Mourning is personal, not performative.
Every now and then, the death of a public figure takes you by utter surprise. It’s a very different feeling to the heavy pit of sadness that comes from looking at your phone and seeing yet more war, genocide, and human suffering.
These kinds of celebrity losses stop you in your tracks. They feel personal, intimate, and incredibly painful, but in a strange way that only parasocial relationships can breed. The worst part about this removed mourning is that you’re rarely given the grace to express it wholeheartedly.
One such death has been the recent and tragic passing of Liam Payne. The singer, who achieved unfathomable fame as a member of One Direction, was just 31 years old when he fell from a hotel balcony in Buenos Aires on Wednesday.
Like many famous people, particularly those who achieve levels of stardom like his, Liam was somewhat immortalised in the public psyche. And thanks to social media, our proximity to celebrities fosters the understanding that we really know them – that they know us.
In the wake of his death, Liam’s fans have come out in a very public display of shared grief. From people gathering at his Argentinian hotel shortly after the news broke, to social media posts lamenting lost childhoods, the impact of Liam’s life and career is tangible.
But with such vast displays of mourning come the usual questions and raised brows. ‘How can you cry for someone you never knew?’ Those who have chosen to share their heartbreak on the internet are facing heavy-handed criticism, which is largely directed at the young, female demographic of Liam’s fanbase.
It’s the same vitriol that underpins our treatment of those in the limelight. Liam himself had been the subject of trolls and bullying for years before he died, and clips from recent months have been used to suggest the singer was suffering with mental health issues.
Moments after his death was first reported, TMZ shared images of the body on their website. It’s this endless obsession with surveillance and access that drives so many celebrities to the edge.
It’s also what desensitises us to the tragic loss of a young person – a brother, son, friend, and father to a 7-year-old – to such an extent that the first question asked is whether he was under the influence, sympathy quickly cut short if he was.
Both Liam and his relationship with fans have been cultivated by the strange, complex, world of fame. But the thirst for information and proximity that has seen thousands emerge from the woodwork to lament his wonderful personality and dazzling gift is not the same phenomenon that led hundreds of girls to rest flowers on a Buenos Aires street in the early hours of Thursday morning.
Fandom, in its messiness and massiveness, reminds us of the capacity individuals have to shape our lives. How art and those who make it are the driving forces of both culture, and the relationships we forge within it.

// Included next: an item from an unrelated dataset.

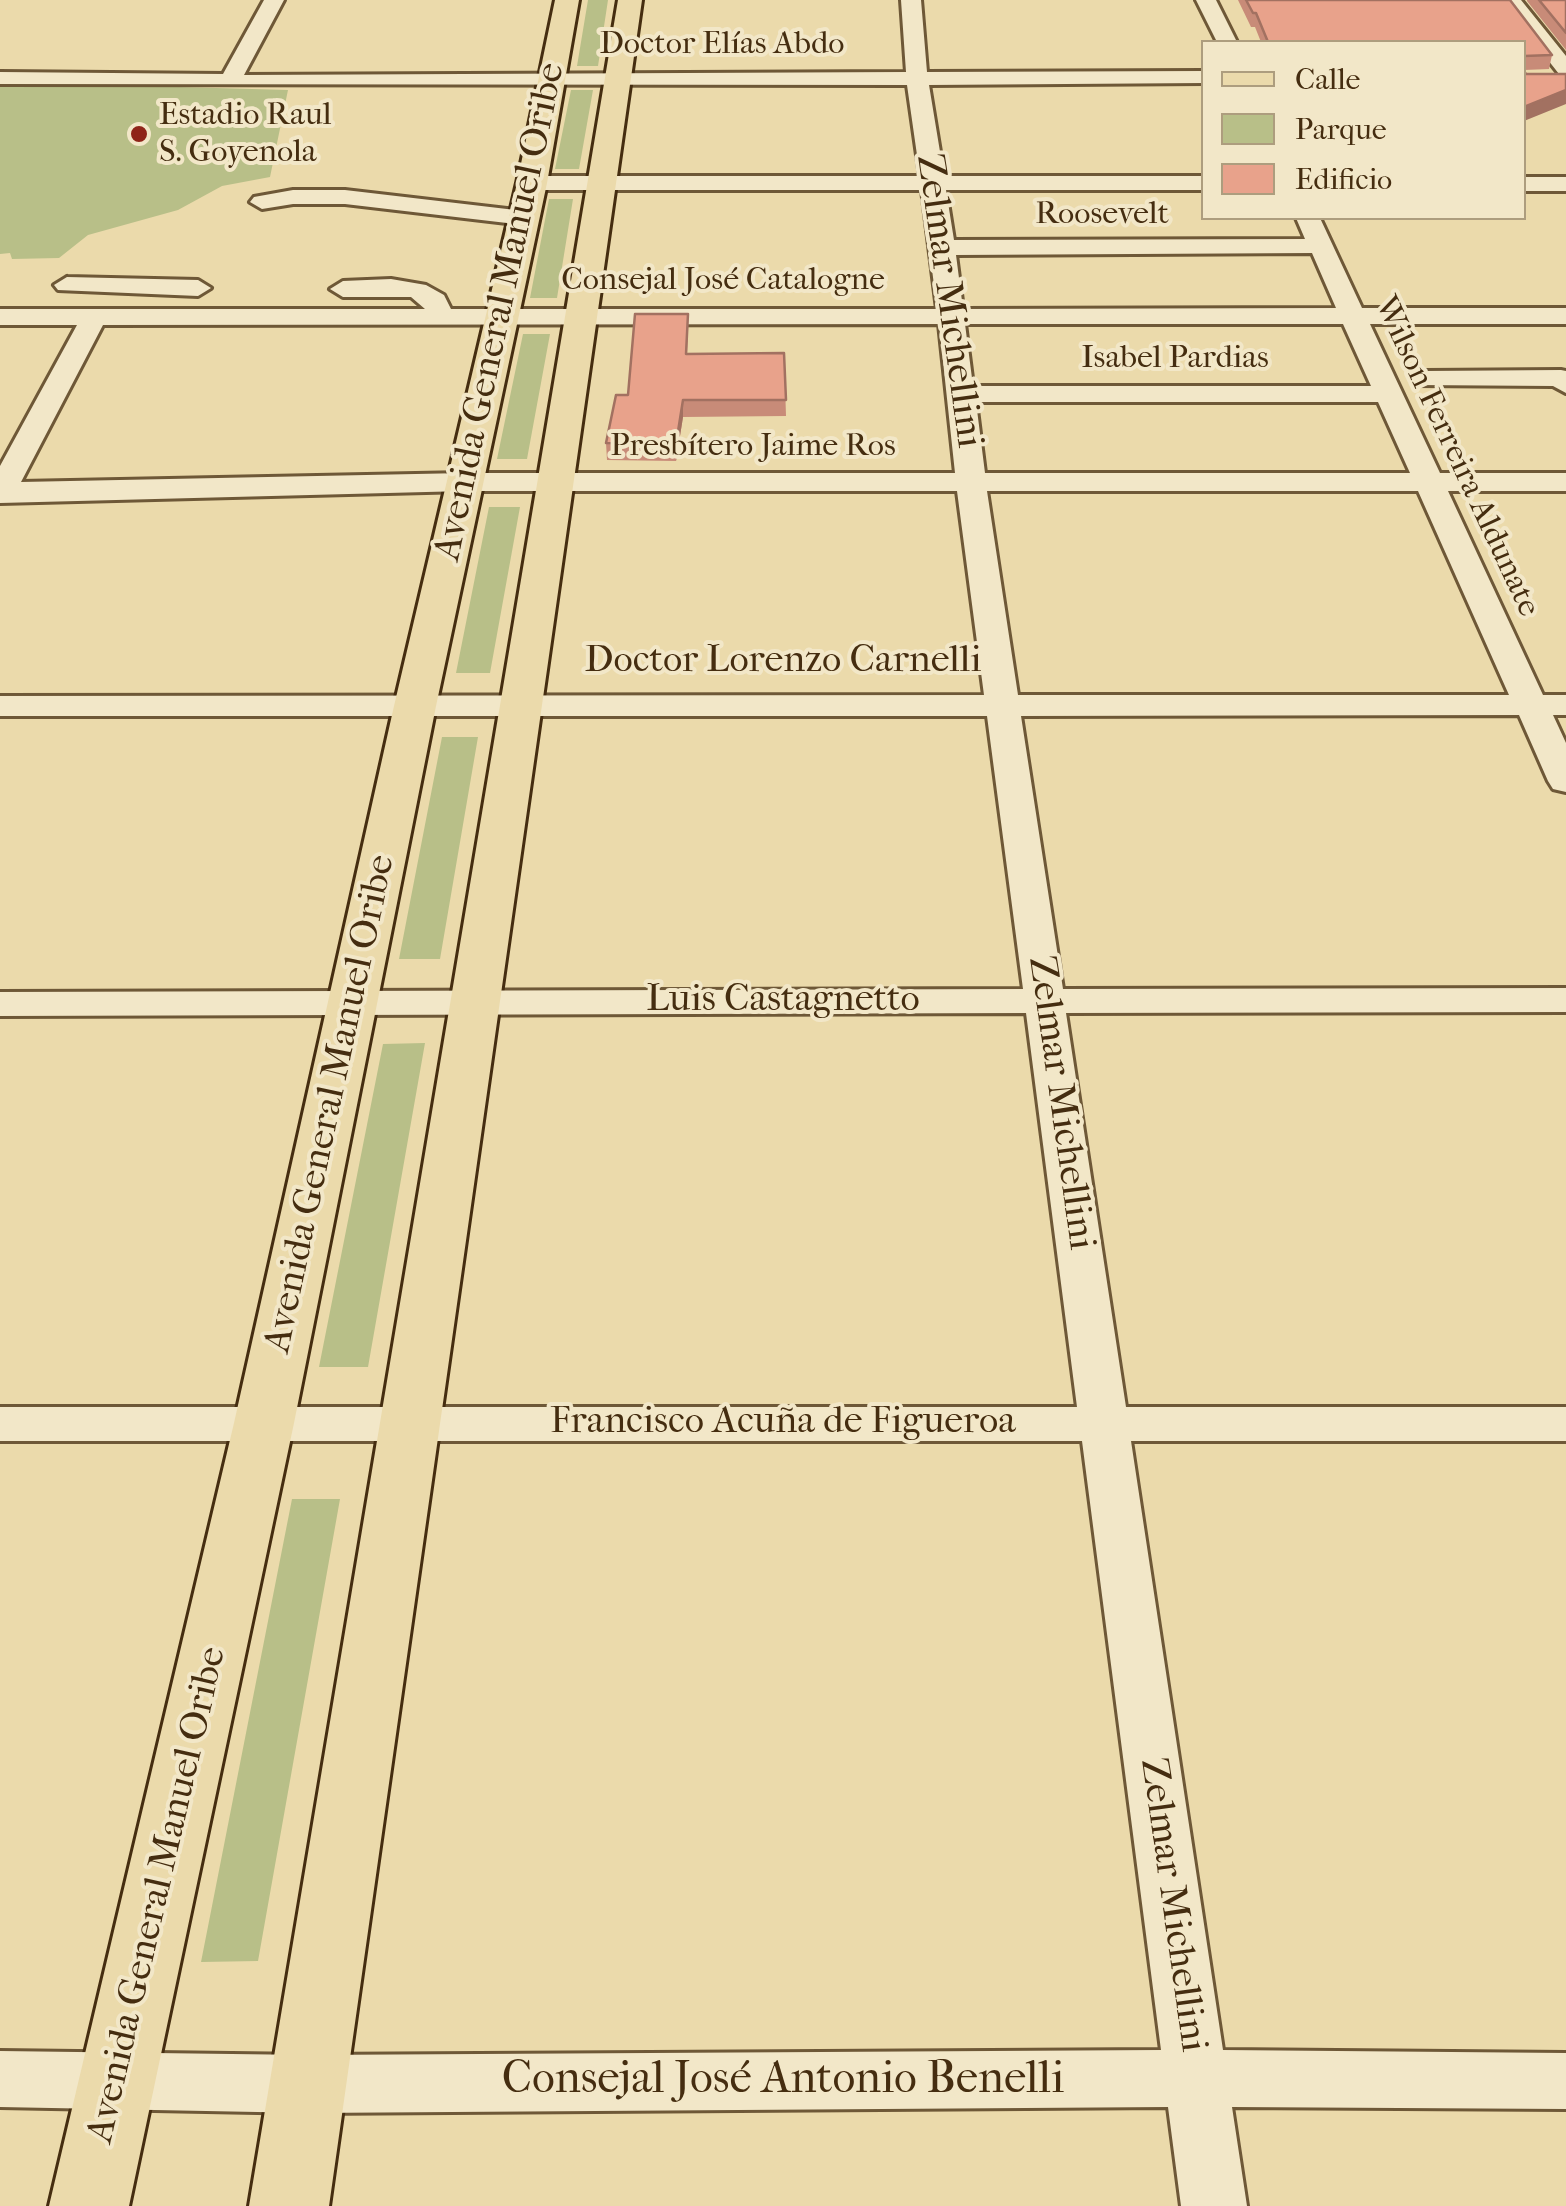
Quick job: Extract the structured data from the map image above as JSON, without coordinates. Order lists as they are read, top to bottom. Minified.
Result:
{"streets":{"main road":["Avenida General Manuel Oribe"],"street":["Doctor Elías Abdo","Roosevelt","Consejal José Catalogne","Zelmar Michellini","Isabel Pardias","Presbítero Jaime Ros","Wilson Ferreira Aldunate","Doctor Lorenzo Carnelli","Luis Castagnetto","Francisco Acuña de Figueroa","Consejal José Antonio Benelli"]},"crossings":[["Doctor Elías Abdo","Zelmar Michellini"],["Doctor Elías Abdo","Avenida General Manuel Oribe"],["Roosevelt","Zelmar Michellini"],["Roosevelt","Wilson Ferreira Aldunate"],["Consejal José Catalogne","Zelmar Michellini"],["Consejal José Catalogne","Avenida General Manuel Oribe"],["Consejal José Catalogne","Wilson Ferreira Aldunate"],["Zelmar Michellini","Isabel Pardias"],["Zelmar Michellini","Presbítero Jaime Ros"],["Zelmar Michellini","Doctor Lorenzo Carnelli"],["Zelmar Michellini","Luis Castagnetto"],["Zelmar Michellini","Francisco Acuña de Figueroa"],["Zelmar Michellini","Consejal José Antonio Benelli"],["Avenida General Manuel Oribe","Presbítero Jaime Ros"],["Avenida General Manuel Oribe","Doctor Lorenzo Carnelli"],["Avenida General Manuel Oribe","Luis Castagnetto"],["Avenida General Manuel Oribe","Francisco Acuña de Figueroa"],["Avenida General Manuel Oribe","Consejal José Antonio Benelli"],["Isabel Pardias","Wilson Ferreira Aldunate"],["Presbítero Jaime Ros","Wilson Ferreira Aldunate"],["Wilson Ferreira Aldunate","Doctor Lorenzo Carnelli"]],"places":["Estadio Raul S. Goyenola"],"legend":["Calle","Parque","Edificio"]}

As Lucy Blakiston wrote, ‘I feel zero shame [about grieving], because as I’m writing this I’m listening to One Direction’s first album and my teenage years are flashing before my eyes in a montage. I feel like I’ve lost someone I knew – parasocial relationships will do that to you. Just because you never spoke to them doesn’t mean they didn’t in some way speak to you – a loss is a loss, and no one can tell you differently.’